There is no realistic chance the legislation will pass before the next election. Despite this, the CRA is pushing ahead with enforcement of the tax as if it is already law.

The Canadian Taxpayers Federation is filing a legal challenge today to stop the Canada Revenue Agency from enforcing a capital gains tax increase that has not been approved by Parliament.

“The government has no legal right to enforce this tax hike because it has not received legislative approval by Parliament,” said Devin Drover, CTF General Counsel. “This tax grab violates the fundamental principle of no taxation without representation. That’s why we are asking the courts to put an immediate stop to this bureaucratic overreach.”
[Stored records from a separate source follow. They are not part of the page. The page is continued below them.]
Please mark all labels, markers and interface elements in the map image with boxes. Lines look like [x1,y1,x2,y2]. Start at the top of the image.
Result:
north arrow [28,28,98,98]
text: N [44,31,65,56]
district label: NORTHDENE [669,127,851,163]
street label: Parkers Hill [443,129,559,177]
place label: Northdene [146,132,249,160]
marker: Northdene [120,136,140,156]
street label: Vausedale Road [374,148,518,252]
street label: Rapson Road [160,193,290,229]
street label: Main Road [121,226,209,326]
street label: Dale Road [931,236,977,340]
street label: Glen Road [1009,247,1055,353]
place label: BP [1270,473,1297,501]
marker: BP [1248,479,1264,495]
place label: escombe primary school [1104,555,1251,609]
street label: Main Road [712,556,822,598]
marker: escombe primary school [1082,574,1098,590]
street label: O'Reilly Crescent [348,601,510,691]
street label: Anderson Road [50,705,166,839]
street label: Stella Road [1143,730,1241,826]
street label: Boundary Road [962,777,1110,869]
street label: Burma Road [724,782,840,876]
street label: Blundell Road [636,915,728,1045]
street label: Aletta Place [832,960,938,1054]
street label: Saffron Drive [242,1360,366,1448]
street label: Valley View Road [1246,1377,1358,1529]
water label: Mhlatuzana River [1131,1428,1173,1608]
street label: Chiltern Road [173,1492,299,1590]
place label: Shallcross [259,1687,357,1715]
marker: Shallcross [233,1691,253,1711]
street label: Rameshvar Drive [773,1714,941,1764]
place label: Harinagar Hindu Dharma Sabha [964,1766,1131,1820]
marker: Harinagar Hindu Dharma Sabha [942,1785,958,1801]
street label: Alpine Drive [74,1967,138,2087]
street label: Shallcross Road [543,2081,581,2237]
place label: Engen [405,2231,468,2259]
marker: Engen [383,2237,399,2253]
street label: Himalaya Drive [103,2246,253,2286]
The CTF is representing Debbie Vorsteveld, a resident of Mapleton, Ontario. Last year, she and her husband, Willem, sold a property that included a secondary home. They had rented the secondary home to their adult children, but had to sell it when their kids were ready to move on. The CRA says the Vorstevelds must pay higher capital gains taxes under the proposed capital gains increase or face financial penalties.
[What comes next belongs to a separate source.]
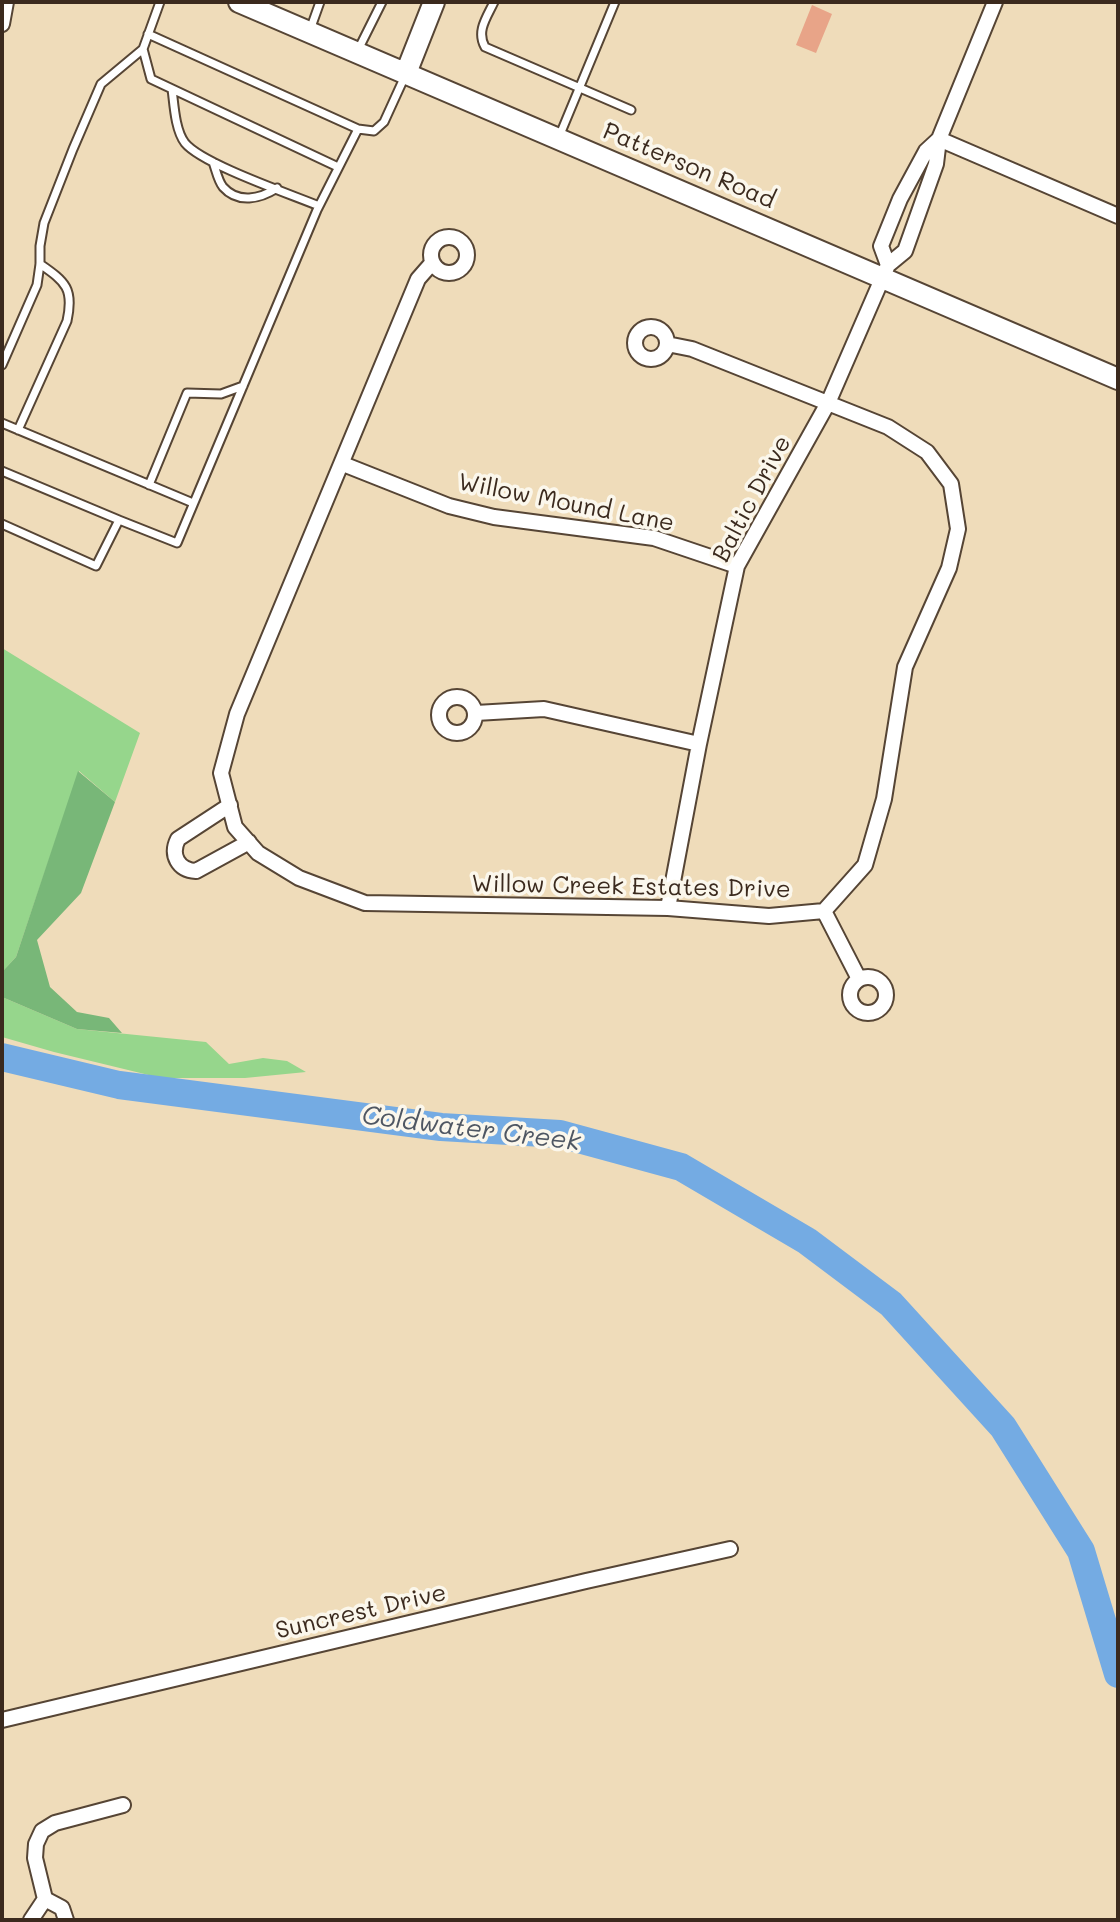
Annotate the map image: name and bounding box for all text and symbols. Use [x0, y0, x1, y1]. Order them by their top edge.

The CTF is seeking urgent relief from the Federal Court to block the CRA’s enforcement of the proposed tax increase. In its application, the CTF argues the tax increase violates the rule of law and is unconstitutional.

The government passed a ways and means motion for the tax increase last year but failed to introduce, debate, pass, or proclaim the necessary legislation into law.

Parliament is now prorogued until March 24, 2025, and opposition parties have all pledged to bring down the Liberal government. As a result, there is no realistic chance the legislation will pass before the next election. Despite this, the CRA is pushing ahead with enforcement of the tax as if it is already law.

A new report from the C.D. Howe Institute shows the capital gains tax increase will result in 414,000 fewer jobs and shrink Canada’s GDP by nearly $90 billion.

“The undemocratic capital gains tax hike will blow a huge hole in Canada’s economy and punishes people saving for their retirement, entrepreneurs, doctors and Canadian workers,” said Franco Terrazzano, CTF Federal Director. “It’s Parliament’s responsibility to approve tax increases before they’re imposed, not unelected government bureaucrats.

“The CRA must immediately halt its plans to enforce this unapproved tax hike, which threatens to undemocratically take billions from Canadians and cripple our economy.”